§ **Exercise**
Please return every line of the records below that contains the word "screenshot".

§ **Information shown**
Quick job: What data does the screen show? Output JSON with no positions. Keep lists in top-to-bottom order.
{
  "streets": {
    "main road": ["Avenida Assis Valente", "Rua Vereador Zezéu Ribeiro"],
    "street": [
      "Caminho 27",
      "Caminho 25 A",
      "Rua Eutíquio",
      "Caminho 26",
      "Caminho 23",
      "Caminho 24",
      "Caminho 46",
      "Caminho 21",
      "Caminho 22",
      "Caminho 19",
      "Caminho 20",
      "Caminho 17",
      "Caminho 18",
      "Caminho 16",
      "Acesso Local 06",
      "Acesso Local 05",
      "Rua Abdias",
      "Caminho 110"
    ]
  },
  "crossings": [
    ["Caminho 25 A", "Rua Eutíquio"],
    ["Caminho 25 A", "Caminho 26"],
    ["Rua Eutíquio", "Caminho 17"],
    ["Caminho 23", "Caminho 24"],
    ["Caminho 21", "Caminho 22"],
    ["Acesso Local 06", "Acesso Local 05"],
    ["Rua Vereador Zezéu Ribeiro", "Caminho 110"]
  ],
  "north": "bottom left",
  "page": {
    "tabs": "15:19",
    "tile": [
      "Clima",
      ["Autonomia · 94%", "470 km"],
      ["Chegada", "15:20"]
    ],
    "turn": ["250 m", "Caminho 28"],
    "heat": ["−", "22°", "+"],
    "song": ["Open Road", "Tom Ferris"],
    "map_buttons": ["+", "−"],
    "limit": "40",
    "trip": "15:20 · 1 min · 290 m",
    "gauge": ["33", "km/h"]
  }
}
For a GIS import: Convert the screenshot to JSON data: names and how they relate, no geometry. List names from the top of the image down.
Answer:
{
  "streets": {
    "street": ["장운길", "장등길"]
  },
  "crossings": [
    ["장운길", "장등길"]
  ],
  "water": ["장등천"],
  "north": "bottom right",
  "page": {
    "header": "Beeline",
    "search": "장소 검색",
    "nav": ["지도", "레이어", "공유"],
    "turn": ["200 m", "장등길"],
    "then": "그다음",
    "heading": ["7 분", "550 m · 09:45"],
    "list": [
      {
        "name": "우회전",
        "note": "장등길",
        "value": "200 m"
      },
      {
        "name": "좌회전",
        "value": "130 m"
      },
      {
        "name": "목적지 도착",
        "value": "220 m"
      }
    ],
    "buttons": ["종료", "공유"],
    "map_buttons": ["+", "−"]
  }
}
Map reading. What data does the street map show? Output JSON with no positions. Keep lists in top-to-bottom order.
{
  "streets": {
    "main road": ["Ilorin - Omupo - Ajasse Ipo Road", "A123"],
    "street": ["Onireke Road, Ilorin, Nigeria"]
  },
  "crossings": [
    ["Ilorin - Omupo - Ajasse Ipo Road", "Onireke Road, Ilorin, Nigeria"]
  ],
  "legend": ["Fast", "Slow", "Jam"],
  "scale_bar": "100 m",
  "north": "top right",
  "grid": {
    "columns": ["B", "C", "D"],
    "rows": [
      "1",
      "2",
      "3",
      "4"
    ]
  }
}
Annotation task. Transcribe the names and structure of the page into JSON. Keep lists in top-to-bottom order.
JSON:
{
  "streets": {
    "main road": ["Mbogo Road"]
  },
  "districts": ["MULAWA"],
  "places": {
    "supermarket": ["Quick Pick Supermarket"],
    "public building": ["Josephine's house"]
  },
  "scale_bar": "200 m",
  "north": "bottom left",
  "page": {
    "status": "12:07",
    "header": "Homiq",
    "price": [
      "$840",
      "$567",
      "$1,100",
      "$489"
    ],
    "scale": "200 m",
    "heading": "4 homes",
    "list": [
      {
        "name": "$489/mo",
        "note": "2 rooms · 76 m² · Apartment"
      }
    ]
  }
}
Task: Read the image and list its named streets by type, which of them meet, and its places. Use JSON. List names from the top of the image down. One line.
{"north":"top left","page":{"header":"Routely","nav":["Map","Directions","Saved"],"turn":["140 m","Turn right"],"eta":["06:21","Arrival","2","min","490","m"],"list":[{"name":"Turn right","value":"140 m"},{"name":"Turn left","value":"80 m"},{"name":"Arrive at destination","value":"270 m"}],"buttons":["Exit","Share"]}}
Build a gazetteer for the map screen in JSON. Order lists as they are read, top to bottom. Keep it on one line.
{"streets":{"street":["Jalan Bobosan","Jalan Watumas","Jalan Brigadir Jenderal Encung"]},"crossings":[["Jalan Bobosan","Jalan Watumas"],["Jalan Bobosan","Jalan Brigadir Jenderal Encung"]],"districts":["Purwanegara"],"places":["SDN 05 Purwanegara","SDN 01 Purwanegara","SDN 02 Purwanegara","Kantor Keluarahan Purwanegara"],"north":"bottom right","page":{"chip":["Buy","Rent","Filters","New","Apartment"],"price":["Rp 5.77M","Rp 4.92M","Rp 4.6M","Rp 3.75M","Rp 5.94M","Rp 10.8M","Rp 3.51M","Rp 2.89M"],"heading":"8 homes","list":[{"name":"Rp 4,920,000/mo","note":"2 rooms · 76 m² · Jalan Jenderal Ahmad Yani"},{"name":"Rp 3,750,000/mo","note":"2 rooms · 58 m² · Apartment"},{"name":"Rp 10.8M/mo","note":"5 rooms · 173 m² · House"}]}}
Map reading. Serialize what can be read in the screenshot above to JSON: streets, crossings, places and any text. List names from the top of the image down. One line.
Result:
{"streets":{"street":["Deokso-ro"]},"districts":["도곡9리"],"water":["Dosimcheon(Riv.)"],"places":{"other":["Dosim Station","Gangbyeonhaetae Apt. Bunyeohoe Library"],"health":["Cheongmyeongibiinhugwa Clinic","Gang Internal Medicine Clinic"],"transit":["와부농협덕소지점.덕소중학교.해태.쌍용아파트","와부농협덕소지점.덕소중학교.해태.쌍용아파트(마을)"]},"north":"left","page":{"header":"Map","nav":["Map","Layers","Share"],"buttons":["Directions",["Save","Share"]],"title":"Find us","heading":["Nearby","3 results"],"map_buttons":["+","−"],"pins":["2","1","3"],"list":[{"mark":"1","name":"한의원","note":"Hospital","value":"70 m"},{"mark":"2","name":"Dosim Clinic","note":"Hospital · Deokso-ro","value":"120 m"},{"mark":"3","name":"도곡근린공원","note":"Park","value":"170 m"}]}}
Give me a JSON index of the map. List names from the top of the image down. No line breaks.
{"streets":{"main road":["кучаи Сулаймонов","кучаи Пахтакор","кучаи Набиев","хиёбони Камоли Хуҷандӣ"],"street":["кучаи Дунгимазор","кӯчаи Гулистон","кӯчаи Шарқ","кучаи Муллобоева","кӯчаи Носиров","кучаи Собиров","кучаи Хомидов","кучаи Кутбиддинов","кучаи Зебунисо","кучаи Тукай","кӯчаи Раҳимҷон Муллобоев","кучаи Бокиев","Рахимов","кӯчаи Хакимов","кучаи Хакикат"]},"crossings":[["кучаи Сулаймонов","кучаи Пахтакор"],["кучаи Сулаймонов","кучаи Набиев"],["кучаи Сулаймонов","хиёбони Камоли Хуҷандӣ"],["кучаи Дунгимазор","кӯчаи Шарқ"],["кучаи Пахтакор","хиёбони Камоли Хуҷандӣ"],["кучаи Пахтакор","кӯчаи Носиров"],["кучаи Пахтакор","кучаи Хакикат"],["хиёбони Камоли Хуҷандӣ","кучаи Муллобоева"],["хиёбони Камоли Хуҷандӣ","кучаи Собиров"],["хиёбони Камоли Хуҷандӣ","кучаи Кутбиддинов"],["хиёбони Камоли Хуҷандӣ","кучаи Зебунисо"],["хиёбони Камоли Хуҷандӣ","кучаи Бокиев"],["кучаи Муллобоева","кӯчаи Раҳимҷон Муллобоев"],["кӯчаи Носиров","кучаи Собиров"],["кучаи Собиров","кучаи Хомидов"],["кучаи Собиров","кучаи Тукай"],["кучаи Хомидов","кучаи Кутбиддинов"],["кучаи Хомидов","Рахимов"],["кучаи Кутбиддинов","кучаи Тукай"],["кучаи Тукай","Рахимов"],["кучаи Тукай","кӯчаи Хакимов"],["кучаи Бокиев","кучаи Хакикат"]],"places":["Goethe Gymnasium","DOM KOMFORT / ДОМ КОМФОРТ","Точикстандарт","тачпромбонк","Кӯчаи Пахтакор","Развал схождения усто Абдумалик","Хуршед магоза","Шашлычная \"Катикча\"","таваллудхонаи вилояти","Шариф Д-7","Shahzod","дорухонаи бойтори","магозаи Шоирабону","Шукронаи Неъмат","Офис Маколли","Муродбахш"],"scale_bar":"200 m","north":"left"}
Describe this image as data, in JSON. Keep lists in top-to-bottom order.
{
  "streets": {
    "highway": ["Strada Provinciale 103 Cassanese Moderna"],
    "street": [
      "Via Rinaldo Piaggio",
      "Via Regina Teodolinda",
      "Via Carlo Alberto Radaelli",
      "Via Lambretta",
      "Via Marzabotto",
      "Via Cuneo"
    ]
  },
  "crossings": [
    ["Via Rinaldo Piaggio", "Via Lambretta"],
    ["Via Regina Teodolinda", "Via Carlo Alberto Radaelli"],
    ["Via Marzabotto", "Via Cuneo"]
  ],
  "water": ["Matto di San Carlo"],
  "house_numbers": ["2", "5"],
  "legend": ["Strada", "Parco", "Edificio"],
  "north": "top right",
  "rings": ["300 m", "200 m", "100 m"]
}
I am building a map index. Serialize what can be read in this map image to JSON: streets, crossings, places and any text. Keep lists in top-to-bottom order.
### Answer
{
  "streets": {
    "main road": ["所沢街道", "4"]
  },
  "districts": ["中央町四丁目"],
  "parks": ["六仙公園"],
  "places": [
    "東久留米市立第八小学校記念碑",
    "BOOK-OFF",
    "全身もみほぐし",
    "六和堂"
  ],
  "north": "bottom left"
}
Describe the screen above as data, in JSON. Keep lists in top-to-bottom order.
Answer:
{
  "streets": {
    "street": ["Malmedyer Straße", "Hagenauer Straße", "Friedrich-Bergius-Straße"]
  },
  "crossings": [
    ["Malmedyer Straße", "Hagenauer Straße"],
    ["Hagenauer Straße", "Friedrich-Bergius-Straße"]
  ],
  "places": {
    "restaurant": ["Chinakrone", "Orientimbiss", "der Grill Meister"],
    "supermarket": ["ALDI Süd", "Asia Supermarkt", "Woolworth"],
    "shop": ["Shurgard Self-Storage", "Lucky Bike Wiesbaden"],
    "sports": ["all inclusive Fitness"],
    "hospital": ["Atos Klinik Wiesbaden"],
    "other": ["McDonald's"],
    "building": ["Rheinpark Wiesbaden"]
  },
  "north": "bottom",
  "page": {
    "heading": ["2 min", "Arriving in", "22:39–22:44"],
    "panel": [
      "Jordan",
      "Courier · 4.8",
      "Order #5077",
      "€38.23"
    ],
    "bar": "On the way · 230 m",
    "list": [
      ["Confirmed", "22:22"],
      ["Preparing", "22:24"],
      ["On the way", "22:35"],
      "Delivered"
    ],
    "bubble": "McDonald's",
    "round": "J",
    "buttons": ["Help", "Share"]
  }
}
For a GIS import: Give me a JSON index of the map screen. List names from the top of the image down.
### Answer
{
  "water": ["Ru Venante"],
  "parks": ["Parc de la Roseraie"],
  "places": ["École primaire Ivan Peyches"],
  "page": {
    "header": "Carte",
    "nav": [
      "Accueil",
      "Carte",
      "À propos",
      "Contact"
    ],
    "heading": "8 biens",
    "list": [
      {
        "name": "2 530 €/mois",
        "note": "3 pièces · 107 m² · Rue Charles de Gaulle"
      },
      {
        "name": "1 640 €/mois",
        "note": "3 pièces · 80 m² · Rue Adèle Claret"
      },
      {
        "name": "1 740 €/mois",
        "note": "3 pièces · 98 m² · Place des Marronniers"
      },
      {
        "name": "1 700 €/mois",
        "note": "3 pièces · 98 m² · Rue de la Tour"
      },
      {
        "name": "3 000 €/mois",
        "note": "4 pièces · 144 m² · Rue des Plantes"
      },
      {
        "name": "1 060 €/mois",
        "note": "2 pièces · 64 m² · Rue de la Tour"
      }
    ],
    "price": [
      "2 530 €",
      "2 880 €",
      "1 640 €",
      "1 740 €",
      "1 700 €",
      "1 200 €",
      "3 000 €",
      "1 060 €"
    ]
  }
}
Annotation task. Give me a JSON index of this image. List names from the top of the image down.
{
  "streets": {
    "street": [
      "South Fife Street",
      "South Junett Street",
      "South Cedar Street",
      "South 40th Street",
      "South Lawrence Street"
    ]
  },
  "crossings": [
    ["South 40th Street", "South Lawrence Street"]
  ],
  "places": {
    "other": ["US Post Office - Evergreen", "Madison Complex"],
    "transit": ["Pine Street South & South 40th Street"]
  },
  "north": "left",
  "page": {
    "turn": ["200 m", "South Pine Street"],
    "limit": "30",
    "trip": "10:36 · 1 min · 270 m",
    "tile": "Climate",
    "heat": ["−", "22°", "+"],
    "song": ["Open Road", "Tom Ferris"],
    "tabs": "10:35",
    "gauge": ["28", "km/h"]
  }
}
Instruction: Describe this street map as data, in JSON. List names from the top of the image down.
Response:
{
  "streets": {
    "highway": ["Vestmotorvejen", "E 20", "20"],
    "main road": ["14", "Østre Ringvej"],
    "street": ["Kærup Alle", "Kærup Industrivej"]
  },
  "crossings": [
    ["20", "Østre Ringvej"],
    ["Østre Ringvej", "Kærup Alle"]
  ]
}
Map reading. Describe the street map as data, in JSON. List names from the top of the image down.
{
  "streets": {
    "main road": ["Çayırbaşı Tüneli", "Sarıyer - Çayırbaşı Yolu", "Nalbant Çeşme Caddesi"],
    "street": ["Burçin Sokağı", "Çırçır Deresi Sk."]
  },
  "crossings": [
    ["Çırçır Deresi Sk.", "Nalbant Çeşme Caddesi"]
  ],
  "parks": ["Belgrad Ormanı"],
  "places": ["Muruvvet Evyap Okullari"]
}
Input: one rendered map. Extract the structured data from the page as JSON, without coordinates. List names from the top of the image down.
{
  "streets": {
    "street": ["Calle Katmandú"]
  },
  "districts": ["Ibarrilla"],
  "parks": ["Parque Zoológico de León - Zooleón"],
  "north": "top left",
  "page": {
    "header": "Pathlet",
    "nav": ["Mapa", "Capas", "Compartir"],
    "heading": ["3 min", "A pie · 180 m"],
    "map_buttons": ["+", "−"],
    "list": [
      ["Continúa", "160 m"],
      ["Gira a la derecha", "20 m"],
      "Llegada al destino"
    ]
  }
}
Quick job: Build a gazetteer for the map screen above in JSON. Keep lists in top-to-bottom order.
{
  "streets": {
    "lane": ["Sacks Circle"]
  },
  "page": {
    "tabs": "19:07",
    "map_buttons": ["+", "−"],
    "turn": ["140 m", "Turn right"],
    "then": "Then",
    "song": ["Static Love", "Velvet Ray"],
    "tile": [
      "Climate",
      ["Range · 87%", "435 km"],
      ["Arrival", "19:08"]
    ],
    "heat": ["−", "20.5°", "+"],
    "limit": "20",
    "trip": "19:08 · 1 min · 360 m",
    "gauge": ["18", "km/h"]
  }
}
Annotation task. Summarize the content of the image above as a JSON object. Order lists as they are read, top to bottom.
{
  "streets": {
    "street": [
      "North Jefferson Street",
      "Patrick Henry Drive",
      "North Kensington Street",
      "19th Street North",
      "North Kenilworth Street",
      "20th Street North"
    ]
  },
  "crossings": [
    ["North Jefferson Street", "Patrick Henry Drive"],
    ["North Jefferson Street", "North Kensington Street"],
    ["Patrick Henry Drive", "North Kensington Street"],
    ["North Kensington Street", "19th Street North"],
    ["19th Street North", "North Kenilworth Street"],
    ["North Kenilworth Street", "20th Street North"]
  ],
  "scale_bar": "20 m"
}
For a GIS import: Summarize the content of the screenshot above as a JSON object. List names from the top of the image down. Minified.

§ **Exercise output**
For a GIS import: Convert the screenshot to JSON data: names and how they relate, no geometry. List names from the top of the image down.
Map reading. Serialize what can be read in the screenshot above to JSON: streets, crossings, places and any text. List names from the top of the image down. One line.
For a GIS import: Summarize the content of the screenshot above as a JSON object. List names from the top of the image down. Minified.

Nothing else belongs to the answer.